What you should do -> Starting at the first line of the data below, write out each line exactly until you reach the line containing "const toPath = rows", and include that line too.

Stored data:

╭──

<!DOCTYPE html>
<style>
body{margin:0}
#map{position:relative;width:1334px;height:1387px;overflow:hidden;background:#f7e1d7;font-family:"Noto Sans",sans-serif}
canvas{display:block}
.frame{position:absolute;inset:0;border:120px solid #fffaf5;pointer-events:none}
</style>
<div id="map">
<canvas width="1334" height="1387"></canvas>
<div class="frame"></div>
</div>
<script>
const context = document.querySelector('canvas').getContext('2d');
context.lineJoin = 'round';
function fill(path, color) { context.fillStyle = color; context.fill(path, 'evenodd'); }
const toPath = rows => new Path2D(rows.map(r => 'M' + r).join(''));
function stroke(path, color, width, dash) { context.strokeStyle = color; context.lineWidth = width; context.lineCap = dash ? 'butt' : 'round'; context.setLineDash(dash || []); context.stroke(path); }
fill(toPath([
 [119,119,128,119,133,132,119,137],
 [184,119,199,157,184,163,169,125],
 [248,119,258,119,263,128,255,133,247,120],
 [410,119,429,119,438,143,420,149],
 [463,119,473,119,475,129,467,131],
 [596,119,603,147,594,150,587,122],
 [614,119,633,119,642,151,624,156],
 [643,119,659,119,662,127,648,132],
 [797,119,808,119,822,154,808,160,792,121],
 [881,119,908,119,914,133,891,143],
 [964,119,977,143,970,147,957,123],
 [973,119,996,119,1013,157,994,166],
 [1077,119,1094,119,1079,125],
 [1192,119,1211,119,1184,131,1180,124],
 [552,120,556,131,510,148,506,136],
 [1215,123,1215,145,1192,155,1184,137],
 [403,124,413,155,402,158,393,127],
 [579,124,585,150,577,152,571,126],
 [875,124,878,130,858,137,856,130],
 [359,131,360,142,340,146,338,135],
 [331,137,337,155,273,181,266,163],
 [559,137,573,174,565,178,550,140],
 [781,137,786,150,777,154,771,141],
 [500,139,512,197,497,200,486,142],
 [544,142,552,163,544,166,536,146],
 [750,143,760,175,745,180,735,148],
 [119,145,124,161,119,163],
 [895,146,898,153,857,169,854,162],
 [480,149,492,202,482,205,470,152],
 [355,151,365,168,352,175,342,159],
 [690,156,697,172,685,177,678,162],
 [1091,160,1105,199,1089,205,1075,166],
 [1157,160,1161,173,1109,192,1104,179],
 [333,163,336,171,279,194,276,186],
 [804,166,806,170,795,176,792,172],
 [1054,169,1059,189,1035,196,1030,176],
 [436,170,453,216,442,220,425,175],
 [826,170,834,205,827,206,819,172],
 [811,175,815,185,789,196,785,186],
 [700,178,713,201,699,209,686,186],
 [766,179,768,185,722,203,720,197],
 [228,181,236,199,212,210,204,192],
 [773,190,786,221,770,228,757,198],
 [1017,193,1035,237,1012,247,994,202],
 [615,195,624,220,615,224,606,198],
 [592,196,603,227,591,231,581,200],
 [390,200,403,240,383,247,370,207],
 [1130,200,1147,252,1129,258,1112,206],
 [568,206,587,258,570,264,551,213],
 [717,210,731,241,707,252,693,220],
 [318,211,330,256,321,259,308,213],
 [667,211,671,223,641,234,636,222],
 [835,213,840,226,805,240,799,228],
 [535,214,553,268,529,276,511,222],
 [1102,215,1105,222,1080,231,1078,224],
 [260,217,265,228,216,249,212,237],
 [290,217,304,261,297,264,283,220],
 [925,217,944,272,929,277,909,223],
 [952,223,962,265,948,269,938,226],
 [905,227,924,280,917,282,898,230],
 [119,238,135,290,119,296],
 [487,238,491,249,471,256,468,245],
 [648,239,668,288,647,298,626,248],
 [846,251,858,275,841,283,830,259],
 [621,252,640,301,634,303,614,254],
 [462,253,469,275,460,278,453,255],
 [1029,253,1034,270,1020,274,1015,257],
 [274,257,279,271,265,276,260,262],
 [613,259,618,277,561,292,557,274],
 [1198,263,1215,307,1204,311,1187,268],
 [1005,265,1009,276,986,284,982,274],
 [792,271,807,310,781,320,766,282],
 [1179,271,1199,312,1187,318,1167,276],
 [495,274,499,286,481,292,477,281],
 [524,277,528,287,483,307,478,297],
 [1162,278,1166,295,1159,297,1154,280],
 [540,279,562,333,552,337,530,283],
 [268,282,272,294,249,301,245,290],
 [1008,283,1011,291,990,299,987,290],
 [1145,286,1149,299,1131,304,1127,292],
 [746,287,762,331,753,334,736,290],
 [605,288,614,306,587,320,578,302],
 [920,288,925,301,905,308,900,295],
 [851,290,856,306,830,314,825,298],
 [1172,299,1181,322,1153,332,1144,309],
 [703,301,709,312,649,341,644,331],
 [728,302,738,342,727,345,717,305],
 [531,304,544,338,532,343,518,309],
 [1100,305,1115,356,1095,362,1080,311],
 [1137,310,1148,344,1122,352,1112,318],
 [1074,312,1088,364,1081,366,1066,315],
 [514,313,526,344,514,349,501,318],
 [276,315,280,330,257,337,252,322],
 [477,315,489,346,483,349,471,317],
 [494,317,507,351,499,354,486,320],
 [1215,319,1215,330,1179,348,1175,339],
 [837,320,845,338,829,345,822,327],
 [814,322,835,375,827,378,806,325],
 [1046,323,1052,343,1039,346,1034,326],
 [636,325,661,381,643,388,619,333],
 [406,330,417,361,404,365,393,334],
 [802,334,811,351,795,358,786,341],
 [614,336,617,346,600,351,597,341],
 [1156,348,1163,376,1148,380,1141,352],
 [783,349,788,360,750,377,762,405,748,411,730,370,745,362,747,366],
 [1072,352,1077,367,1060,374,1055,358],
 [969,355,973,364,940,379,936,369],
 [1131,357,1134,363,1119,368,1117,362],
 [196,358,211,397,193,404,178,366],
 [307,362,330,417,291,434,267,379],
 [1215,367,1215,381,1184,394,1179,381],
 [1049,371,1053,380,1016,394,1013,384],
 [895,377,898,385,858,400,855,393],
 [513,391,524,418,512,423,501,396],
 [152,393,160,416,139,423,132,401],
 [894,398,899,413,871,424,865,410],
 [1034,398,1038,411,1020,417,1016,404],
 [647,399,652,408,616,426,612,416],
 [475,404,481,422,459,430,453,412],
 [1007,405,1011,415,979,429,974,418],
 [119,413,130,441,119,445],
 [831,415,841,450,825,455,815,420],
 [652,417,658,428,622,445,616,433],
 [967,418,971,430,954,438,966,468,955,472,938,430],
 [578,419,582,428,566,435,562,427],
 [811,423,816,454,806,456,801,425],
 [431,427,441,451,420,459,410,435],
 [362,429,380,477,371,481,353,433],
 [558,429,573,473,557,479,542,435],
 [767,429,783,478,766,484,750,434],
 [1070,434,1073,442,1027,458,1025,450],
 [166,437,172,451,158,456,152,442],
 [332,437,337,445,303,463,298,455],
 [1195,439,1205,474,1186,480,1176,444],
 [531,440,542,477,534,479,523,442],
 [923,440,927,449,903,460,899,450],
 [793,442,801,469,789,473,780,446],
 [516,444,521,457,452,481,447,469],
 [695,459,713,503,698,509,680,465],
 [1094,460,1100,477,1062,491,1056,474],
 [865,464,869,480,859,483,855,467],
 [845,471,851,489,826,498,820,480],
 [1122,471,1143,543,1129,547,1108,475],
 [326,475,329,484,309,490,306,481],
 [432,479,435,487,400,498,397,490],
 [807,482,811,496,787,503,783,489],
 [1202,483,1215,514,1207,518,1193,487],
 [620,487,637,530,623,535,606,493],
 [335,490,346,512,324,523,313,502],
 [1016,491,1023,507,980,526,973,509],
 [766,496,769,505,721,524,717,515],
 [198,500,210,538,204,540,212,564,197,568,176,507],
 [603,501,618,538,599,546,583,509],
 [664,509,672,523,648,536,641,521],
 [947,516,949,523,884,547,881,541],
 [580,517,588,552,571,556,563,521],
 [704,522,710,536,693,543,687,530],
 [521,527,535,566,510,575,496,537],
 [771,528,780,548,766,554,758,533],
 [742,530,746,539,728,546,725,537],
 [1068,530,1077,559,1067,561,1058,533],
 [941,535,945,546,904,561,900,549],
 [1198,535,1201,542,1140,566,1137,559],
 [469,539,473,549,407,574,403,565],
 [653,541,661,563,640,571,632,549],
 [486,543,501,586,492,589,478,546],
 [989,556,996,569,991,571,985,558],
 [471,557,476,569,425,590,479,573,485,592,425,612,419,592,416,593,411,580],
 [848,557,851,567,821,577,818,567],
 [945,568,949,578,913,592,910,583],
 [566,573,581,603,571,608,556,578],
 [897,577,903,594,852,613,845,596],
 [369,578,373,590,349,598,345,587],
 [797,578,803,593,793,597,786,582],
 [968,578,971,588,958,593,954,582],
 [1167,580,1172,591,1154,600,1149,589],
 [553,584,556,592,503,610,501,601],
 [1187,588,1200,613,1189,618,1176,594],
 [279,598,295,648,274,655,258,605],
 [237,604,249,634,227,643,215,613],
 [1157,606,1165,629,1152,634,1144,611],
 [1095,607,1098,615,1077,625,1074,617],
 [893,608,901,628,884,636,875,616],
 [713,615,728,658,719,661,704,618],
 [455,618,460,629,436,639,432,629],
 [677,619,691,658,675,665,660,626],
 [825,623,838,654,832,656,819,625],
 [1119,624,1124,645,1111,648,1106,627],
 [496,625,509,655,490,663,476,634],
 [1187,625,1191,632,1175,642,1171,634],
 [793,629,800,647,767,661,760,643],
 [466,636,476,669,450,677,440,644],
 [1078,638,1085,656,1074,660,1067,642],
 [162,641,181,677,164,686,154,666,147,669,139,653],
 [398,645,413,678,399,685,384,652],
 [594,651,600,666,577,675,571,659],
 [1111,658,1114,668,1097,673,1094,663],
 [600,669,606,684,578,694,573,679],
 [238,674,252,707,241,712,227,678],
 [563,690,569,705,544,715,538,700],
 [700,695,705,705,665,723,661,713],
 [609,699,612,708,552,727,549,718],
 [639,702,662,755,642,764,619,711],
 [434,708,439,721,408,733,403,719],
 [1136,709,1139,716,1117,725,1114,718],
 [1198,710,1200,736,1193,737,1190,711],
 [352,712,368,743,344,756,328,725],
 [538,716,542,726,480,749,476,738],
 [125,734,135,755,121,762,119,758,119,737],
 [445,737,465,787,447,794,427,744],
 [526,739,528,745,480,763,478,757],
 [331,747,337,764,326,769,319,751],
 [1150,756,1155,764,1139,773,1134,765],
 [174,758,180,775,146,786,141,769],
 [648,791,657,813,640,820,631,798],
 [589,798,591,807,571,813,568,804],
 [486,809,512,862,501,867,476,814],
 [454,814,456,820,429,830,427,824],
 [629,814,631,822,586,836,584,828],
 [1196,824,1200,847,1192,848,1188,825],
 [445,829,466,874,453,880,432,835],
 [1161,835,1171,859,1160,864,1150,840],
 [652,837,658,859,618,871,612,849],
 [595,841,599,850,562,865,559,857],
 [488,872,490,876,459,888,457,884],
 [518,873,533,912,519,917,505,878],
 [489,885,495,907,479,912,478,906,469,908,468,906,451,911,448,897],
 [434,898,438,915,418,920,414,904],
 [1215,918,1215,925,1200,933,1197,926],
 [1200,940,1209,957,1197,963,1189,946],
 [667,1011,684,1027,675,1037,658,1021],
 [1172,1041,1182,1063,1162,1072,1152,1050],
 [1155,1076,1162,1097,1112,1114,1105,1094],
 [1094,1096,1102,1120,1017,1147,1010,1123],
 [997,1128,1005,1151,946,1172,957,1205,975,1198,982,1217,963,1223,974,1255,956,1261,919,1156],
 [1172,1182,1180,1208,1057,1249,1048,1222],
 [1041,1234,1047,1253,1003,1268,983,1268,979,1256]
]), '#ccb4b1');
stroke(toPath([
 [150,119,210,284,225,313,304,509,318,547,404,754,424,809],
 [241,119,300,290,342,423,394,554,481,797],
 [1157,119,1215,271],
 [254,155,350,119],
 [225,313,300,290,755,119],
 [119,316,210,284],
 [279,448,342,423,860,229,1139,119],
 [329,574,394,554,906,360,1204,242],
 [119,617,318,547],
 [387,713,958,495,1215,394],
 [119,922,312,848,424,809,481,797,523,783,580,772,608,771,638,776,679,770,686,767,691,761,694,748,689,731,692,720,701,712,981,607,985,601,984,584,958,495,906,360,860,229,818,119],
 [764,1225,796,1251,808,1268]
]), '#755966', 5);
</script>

╰──

Response to the task ->
<!DOCTYPE html>
<style>
body{margin:0}
#map{position:relative;width:1334px;height:1387px;overflow:hidden;background:#f7e1d7;font-family:"Noto Sans",sans-serif}
canvas{display:block}
.frame{position:absolute;inset:0;border:120px solid #fffaf5;pointer-events:none}
</style>
<div id="map">
<canvas width="1334" height="1387"></canvas>
<div class="frame"></div>
</div>
<script>
const context = document.querySelector('canvas').getContext('2d');
context.lineJoin = 'round';
function fill(path, color) { context.fillStyle = color; context.fill(path, 'evenodd'); }
const toPath = rows => new Path2D(rows.map(r => 'M' + r).join(''));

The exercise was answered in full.